To accomplish this, if you were to use just an insecticide, you will effectively kill the adult fleas and larvae that are on the pet, but with eggs and larvae that are persisting in the carpets, hard wood floor cracks, gaps in tile grout, and in the yard, there will always be a constant persistence of little creepy crawlies in the home and environment. There would also be a constant infusion of new fleas to battle, making breakage of the flea life cycle challenging.
Click the link below to see a video of larvae embedded deep in carpet fibers where vacuums commonly fail suck them up…it is enough to make anybody’s skin crawl!
On the other hand, treating with just an insect growth regulator effectively sterilizes the fleas making them unable to reproduce. However, adult fleas may still often be a problem, especially in areas where stray cats and wildlife may move across yards and provide constant new infestations of adult fleas, eggs, and larvae.
In consideration of all of this, I favor a preventive approach that includes both an insecticide and insect growth regulator. While there are a number of products that include both growth regulator and insecticide, many do not live up to their expectations, the proverbial “jack of all trades, but master of none.” This is especially true in climates like the southeastern United States. Having practiced veterinary medicine in Florida for the past 9 years, I have come to know very well what the best balance of effectiveness, safety, and cost is when it comes to flea prevention for dogs and cats.
For dogs, the insect growth regulator I like to use in Sentinel. Sentinel contains the insect growth regulator, lufenuron, but it is also convenient because it is also contains milbemycin oxime, a well-established heartworm and intestinal parasite preventive. Both insect growth regulator and heartworm/intestinal parasite preventives are compounded into one flavor tablet that is fed to dogs once a month.
The insecticide I favor for dogs for use concurrently with Sentinel is a product called Comfortis, which contains the active ingredient spinosad administered in a monthly flavor tablet. In my experience, nothing on the market kills adult fleas faster.

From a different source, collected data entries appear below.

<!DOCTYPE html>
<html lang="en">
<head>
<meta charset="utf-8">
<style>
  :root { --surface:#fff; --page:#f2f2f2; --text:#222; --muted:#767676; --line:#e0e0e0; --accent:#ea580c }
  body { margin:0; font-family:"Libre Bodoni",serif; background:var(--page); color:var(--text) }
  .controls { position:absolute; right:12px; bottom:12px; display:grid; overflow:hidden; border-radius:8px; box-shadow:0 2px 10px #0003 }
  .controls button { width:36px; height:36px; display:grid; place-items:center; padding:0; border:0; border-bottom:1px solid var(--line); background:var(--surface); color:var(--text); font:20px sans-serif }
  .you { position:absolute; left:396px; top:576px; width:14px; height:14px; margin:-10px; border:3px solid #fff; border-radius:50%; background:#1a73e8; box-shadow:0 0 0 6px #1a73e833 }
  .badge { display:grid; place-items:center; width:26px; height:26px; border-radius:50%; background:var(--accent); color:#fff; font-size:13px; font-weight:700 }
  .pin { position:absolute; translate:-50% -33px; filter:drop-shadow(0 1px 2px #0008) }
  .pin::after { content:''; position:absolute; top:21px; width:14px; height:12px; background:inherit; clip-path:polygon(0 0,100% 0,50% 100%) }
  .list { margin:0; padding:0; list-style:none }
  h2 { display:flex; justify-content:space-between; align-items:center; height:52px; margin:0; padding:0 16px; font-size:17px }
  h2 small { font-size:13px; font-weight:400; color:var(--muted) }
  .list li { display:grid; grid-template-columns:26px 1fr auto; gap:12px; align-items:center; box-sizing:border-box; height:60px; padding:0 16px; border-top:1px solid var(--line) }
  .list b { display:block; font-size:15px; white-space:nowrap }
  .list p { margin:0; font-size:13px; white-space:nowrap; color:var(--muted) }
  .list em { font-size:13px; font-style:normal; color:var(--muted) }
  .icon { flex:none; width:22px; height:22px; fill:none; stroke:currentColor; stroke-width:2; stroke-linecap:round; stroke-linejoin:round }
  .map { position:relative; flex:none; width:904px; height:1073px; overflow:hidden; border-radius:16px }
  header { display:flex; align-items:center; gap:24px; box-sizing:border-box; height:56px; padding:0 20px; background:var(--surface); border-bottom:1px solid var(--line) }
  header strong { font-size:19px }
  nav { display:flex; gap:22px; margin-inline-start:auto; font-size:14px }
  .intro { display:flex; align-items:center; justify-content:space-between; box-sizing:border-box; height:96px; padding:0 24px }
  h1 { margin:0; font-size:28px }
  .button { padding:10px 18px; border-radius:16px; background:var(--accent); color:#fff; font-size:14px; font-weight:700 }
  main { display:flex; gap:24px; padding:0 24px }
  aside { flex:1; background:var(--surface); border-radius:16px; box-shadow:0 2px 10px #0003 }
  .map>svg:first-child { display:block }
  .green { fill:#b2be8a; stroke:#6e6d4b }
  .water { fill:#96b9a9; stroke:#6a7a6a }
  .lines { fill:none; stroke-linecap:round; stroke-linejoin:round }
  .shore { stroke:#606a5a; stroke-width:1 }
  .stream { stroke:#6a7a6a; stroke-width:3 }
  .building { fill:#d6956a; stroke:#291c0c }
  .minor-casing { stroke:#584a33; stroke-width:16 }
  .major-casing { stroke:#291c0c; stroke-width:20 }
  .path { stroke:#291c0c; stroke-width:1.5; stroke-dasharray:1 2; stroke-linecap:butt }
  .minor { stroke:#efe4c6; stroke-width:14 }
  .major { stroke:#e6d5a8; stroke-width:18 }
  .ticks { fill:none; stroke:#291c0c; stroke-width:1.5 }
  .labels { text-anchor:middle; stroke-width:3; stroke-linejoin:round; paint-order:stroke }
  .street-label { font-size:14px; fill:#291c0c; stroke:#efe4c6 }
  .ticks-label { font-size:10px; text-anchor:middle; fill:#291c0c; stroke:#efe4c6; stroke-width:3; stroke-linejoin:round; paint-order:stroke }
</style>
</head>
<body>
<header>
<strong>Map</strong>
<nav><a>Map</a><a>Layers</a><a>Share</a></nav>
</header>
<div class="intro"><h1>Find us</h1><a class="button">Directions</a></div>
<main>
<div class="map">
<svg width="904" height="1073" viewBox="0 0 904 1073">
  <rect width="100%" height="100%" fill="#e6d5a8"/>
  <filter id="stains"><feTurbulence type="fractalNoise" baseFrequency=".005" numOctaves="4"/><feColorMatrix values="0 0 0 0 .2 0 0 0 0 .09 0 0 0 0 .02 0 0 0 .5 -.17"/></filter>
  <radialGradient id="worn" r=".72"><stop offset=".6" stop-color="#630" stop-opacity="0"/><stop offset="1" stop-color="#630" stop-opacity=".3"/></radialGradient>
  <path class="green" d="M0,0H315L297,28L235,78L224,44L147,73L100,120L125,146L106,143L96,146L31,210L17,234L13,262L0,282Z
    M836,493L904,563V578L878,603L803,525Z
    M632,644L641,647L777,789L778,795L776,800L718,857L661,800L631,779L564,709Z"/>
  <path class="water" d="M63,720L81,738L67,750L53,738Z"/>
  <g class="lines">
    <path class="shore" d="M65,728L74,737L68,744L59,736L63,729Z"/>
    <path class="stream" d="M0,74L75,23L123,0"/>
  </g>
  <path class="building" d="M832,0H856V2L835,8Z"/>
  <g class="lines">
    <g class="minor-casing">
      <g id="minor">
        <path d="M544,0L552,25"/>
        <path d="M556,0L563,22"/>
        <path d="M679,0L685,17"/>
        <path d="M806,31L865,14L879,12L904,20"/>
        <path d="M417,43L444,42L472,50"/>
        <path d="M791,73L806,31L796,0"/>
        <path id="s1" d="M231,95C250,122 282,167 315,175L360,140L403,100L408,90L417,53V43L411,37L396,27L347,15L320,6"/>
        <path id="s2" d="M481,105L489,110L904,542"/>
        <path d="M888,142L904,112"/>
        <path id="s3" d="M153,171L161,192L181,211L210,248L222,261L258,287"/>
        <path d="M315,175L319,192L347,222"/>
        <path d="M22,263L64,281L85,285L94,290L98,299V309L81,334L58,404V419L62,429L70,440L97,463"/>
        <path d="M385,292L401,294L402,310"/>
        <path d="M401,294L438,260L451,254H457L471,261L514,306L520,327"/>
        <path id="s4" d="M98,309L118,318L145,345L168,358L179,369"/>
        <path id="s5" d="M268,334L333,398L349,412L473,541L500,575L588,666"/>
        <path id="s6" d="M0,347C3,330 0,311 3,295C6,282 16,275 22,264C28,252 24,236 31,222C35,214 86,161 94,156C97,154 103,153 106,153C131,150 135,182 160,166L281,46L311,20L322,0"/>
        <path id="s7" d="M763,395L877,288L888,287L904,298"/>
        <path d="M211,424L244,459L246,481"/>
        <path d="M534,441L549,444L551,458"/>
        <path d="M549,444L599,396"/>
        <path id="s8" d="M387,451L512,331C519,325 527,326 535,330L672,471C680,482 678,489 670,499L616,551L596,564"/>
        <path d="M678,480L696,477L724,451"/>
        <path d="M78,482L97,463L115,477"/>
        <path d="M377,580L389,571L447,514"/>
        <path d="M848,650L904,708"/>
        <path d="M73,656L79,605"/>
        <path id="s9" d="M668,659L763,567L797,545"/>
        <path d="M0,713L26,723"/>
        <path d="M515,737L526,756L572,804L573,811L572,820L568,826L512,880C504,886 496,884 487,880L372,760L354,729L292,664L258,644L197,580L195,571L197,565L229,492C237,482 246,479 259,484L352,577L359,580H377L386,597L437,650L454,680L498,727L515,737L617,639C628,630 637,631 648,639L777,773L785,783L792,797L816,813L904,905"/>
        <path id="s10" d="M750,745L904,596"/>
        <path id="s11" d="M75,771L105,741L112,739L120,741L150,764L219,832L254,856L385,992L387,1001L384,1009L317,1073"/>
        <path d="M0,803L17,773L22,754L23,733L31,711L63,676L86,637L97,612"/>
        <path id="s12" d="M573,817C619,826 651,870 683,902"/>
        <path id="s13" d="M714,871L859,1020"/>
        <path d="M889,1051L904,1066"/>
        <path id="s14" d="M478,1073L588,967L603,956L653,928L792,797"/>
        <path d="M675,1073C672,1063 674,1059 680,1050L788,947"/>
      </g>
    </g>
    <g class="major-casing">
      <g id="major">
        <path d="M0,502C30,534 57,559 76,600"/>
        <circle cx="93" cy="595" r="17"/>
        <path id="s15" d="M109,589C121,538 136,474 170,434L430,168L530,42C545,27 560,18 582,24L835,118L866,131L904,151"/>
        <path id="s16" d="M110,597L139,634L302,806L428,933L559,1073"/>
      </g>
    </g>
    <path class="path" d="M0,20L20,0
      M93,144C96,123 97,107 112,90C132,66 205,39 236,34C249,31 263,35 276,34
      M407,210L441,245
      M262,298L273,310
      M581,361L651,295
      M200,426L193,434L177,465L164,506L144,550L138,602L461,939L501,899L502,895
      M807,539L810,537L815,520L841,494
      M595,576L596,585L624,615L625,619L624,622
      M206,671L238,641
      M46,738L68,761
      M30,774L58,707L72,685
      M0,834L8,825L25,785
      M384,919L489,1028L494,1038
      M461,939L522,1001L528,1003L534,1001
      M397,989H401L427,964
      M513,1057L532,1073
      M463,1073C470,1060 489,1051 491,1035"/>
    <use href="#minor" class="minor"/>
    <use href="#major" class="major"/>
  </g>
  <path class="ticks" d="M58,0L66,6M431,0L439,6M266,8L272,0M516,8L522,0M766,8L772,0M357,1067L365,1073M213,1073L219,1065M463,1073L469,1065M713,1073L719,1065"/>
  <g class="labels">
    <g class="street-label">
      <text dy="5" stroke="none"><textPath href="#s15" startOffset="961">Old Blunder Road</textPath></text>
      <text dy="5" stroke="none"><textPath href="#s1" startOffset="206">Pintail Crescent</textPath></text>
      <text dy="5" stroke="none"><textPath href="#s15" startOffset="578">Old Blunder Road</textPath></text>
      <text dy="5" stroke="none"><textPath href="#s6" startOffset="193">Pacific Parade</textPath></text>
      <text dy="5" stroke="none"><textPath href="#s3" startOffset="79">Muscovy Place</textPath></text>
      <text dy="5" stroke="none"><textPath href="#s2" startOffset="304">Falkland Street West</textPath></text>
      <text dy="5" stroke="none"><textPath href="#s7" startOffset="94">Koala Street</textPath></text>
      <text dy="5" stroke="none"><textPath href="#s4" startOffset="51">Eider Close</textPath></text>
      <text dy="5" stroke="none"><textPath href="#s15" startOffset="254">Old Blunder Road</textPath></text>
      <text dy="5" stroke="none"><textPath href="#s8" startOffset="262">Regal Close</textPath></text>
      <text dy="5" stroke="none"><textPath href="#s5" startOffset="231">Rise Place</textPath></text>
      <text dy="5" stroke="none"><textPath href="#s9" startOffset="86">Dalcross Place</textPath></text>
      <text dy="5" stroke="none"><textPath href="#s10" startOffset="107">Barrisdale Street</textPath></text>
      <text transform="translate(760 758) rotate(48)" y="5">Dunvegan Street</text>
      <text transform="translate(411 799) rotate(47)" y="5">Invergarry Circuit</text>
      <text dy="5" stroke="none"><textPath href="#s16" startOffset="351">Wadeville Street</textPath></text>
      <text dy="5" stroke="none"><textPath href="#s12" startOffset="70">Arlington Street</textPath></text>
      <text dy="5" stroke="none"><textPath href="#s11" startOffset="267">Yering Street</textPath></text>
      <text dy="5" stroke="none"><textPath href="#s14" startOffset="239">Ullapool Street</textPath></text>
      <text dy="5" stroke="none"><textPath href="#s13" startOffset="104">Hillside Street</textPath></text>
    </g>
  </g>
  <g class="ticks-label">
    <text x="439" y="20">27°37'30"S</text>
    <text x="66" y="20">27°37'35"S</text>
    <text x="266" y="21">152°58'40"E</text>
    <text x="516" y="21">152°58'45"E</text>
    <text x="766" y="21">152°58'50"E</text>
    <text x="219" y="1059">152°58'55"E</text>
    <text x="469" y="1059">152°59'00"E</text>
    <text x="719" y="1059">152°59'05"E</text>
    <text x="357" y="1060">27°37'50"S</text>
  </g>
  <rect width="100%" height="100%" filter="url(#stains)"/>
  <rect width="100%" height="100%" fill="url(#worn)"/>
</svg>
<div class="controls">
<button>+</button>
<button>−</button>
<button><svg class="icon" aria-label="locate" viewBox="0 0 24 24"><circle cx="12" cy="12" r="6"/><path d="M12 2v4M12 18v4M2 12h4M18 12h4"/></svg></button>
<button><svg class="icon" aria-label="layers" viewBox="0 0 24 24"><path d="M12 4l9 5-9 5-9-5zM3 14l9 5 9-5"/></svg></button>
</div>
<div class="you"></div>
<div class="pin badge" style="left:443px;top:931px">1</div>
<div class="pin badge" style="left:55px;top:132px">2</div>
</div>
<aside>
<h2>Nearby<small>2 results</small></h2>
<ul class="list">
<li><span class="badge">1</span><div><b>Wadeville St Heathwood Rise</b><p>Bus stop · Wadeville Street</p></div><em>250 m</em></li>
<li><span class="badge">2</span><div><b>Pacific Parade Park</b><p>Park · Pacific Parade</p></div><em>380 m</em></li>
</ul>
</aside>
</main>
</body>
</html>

Unfortunately, Comfortis has little activity against ticks. Thus, if you live in a tick prone area, in place of Comfortis to augment Sentinel treatment, I would instead use an insecticide that effectively kills both fleas and ticks. The monthly topical, Activyl, active ingredient indoxacarb, effectively accomplishes this. While Activyl does not kill adult fleas as rapidly as Comfortis, it is the next best insecticide option for adult flea control, with the added bonus that it also kills ticks faster than any other product on the market.
For cats, for insect growth regulator, I like the product Revolution with the active ingredient selamectin. Revolution is a very nice product, as it prevents heartworm disease (less common, but cats can get heartworm disease too), as well as several intestinal parasites in addition to its effective insect growth regulating activity.
For insecticide, just as for dogs, I like Comfortis for cats. One major drawback of Comfortis for cats, is that it is a flavor tab that most cats will not readily eat. Thus, it can be difficult for some feline owners to administer, even monthly. As an alternative insecticide to use concurrently with Revolution, my recommendation is Activyl for cats.
From skin disease, tapeworms infections in pets, to even posing a health risk to our human family members, comprehensive flea control is one of the most important aspects of responsible, healthy pet guardianship.